厚生労働省は共同生活援助の運営基準や人員配置に関する通知・ガイドラインを公表しており、日中サービス支援型についても夜間支援等体制加算をはじめとした要件が定められています。報酬改定のたびに要件が見直されることもあるため、最新の情報は都道府県・市町村の指定担当窓口や関連団体の発信を定期的に確認することが欠かせません。

服薬管理や体調急変時の対応など医療に関わる判断は、現場スタッフだけで抱え込まず、必ず医師・看護師等の専門職に相談したうえで対応してください。

まとめ

日中サービス支援型の共同生活援助は、重度化・高齢化した利用者や、日中活動系サービスへの通所が難しい利用者を、日中も含めて支える仕組みです。介護包括型・外部サービス型との違いを理解したうえで、対象者の状態像に応じた支援体制を組むことが求められます。
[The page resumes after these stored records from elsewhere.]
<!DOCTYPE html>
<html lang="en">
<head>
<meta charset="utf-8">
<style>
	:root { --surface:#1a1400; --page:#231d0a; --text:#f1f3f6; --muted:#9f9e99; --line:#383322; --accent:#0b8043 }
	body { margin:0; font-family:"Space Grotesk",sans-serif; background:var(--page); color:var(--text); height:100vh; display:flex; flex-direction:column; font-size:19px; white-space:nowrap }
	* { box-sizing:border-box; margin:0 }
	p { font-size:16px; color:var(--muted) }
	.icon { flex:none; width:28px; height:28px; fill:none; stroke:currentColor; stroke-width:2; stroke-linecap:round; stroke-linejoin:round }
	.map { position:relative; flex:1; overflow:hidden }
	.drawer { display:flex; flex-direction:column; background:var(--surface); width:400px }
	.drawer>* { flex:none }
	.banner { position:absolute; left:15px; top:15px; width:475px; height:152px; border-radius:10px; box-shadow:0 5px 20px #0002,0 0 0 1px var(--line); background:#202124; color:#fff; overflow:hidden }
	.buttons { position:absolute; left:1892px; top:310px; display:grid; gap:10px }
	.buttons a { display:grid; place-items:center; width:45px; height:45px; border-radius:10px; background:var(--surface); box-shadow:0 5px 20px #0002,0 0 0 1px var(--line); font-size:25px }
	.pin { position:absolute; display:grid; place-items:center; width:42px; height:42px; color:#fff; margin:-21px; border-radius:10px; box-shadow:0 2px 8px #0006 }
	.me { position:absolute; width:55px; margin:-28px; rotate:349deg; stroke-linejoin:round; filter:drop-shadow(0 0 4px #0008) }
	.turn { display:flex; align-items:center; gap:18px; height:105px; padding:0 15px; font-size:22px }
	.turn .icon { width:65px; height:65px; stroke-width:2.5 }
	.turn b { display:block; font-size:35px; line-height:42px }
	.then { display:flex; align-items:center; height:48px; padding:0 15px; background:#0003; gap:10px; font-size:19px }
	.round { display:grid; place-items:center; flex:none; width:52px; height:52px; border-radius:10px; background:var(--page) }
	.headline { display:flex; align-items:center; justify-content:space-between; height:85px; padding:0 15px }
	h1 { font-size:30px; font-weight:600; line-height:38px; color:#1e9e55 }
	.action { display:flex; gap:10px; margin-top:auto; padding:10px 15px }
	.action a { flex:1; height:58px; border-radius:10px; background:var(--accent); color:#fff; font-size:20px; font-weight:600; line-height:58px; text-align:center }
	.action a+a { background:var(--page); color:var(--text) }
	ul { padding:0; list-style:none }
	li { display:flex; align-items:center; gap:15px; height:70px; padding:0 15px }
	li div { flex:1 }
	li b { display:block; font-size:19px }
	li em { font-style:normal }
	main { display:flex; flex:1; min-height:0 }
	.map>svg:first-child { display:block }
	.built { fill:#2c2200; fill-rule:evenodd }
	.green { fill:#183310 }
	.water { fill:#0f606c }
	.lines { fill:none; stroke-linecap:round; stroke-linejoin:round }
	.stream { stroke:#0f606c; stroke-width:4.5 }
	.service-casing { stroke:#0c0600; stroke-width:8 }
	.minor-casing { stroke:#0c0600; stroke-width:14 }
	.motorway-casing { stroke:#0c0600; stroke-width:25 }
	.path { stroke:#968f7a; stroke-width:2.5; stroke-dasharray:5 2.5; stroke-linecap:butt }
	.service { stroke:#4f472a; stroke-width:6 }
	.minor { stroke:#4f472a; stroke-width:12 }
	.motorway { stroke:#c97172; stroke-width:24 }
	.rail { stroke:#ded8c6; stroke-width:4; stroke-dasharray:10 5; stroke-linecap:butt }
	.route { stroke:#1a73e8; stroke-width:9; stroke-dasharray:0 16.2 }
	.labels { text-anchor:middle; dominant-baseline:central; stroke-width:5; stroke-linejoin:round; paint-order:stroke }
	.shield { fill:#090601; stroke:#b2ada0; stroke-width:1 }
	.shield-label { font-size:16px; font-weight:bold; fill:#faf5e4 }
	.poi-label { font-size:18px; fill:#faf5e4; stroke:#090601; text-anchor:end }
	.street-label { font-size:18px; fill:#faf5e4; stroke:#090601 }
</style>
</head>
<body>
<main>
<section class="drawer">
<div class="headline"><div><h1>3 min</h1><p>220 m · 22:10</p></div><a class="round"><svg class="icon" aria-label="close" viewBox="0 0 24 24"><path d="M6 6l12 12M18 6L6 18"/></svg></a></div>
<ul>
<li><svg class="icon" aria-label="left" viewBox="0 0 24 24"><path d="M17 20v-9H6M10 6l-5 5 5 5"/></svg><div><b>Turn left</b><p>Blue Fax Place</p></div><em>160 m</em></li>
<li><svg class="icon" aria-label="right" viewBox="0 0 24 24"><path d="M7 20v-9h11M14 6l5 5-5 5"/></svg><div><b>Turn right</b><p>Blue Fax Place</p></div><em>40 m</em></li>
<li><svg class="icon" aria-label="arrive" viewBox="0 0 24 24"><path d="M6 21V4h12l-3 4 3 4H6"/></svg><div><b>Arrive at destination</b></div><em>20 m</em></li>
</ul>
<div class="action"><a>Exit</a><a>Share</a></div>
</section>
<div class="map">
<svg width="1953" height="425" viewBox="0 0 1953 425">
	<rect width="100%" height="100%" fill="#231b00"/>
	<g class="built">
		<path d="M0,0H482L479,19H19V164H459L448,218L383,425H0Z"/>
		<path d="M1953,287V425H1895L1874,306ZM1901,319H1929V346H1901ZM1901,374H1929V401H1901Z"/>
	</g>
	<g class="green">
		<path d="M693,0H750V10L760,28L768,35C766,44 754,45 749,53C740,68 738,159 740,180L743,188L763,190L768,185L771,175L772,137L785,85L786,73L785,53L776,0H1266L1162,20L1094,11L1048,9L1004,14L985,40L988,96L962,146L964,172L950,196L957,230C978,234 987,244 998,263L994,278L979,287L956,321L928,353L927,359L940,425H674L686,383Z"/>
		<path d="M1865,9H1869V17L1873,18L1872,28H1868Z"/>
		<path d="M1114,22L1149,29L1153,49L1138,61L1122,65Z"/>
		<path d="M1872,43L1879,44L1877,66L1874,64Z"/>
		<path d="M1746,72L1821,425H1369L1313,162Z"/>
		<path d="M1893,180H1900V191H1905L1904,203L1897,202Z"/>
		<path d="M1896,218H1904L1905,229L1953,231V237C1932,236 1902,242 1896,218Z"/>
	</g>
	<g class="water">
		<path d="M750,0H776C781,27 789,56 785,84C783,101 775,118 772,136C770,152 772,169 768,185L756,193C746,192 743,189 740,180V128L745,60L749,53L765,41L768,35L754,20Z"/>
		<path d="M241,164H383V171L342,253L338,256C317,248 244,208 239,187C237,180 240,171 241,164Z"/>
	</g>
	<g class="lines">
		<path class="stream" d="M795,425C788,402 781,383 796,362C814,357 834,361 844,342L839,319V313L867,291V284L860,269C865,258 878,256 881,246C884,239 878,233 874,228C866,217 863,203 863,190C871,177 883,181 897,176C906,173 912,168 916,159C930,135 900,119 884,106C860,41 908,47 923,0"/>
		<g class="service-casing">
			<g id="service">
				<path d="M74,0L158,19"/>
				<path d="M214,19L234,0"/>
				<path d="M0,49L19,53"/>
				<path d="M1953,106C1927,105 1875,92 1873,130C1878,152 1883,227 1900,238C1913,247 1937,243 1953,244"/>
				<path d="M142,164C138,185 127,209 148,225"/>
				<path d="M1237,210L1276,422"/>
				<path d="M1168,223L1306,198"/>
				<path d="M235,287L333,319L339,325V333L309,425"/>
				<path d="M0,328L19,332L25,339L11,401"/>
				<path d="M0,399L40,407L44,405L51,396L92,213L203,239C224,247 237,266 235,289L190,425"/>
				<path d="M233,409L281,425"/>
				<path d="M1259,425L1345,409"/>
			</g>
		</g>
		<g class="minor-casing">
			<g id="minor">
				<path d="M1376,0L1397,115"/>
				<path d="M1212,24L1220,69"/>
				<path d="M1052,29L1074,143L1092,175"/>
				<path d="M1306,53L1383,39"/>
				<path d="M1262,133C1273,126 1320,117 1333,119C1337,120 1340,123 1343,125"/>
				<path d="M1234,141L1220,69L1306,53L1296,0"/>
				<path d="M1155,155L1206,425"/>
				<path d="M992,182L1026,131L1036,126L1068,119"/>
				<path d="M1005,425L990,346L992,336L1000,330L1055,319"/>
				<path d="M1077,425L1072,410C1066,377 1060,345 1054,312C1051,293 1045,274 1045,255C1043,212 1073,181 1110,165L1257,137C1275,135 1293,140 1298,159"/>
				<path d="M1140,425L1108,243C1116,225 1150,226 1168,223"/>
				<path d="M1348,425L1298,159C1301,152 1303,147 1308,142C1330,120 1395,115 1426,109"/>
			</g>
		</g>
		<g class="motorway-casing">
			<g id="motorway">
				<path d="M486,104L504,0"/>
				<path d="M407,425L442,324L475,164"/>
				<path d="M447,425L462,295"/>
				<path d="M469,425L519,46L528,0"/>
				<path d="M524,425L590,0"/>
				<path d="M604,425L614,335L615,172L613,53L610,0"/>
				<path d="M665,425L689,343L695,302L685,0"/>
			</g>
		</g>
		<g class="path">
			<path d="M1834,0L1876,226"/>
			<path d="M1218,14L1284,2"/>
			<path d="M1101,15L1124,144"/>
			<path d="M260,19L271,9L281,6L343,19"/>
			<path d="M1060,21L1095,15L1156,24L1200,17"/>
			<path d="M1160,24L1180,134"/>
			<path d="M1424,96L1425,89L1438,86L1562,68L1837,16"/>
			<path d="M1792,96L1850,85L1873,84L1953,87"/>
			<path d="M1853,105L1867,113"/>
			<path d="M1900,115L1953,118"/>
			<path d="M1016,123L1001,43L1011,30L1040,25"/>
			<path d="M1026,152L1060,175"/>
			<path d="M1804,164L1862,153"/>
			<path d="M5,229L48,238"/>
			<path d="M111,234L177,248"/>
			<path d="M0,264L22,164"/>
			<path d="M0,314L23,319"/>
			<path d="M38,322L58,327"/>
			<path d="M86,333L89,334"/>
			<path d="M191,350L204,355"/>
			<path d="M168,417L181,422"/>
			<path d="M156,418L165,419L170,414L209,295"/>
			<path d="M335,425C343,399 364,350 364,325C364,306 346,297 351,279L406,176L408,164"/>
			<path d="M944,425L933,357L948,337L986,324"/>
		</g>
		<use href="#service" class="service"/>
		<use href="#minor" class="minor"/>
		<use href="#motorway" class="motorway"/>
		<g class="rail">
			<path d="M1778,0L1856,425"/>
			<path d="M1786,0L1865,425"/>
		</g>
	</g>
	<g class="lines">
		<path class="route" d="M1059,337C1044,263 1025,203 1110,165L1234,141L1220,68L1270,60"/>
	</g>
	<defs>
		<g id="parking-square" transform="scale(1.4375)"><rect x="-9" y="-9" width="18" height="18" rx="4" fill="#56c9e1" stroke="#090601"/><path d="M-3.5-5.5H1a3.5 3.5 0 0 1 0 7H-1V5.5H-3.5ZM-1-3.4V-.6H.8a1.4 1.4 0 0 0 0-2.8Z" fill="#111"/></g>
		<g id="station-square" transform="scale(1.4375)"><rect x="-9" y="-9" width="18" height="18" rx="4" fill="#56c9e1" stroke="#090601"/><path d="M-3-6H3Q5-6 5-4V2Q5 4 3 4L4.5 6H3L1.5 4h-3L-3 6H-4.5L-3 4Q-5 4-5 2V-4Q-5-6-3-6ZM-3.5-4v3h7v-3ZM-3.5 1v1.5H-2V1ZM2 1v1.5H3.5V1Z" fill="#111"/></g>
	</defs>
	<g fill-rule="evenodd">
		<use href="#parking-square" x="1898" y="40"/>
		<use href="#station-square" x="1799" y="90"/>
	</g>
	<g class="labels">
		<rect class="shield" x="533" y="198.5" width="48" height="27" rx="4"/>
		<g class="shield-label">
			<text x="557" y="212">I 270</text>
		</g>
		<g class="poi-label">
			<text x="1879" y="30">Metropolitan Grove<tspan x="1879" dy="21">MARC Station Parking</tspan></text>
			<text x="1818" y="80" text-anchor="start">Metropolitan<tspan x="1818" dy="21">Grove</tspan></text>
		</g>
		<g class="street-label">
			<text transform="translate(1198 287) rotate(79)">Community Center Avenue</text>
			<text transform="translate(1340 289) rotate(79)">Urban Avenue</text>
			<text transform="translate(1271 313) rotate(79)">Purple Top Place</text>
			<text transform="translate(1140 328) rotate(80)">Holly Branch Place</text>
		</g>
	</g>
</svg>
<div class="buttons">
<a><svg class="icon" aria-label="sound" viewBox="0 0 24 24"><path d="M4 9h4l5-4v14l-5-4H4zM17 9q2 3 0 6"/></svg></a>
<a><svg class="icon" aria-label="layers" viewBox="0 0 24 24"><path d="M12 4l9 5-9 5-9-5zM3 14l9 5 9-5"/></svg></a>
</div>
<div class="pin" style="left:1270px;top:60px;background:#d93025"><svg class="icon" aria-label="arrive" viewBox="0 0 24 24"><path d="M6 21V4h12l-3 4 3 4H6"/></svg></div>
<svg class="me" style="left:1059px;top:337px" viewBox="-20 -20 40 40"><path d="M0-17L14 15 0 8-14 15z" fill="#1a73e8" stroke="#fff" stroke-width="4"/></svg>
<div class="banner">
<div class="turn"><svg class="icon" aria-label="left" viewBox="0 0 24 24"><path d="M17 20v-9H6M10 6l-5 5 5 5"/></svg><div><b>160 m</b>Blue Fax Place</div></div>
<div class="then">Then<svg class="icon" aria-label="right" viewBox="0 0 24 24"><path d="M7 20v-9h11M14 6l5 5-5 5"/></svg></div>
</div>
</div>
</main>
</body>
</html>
現在担当している利用者の日中の過ごし方を振り返り、個別支援計画の内容と実際の支援記録にずれがないか、また日中の職員体制が無理のない形になっているか、この機会にチームで確認してみてください。

※本記事は一般的な情報提供を目的としており、個別の支援方針・医療的判断・法的判断を保証するものではありません。実際の対応にあたっては、所属事業所のルールやサービス管理責任者・医師・看護師等の専門職の判断に従ってください。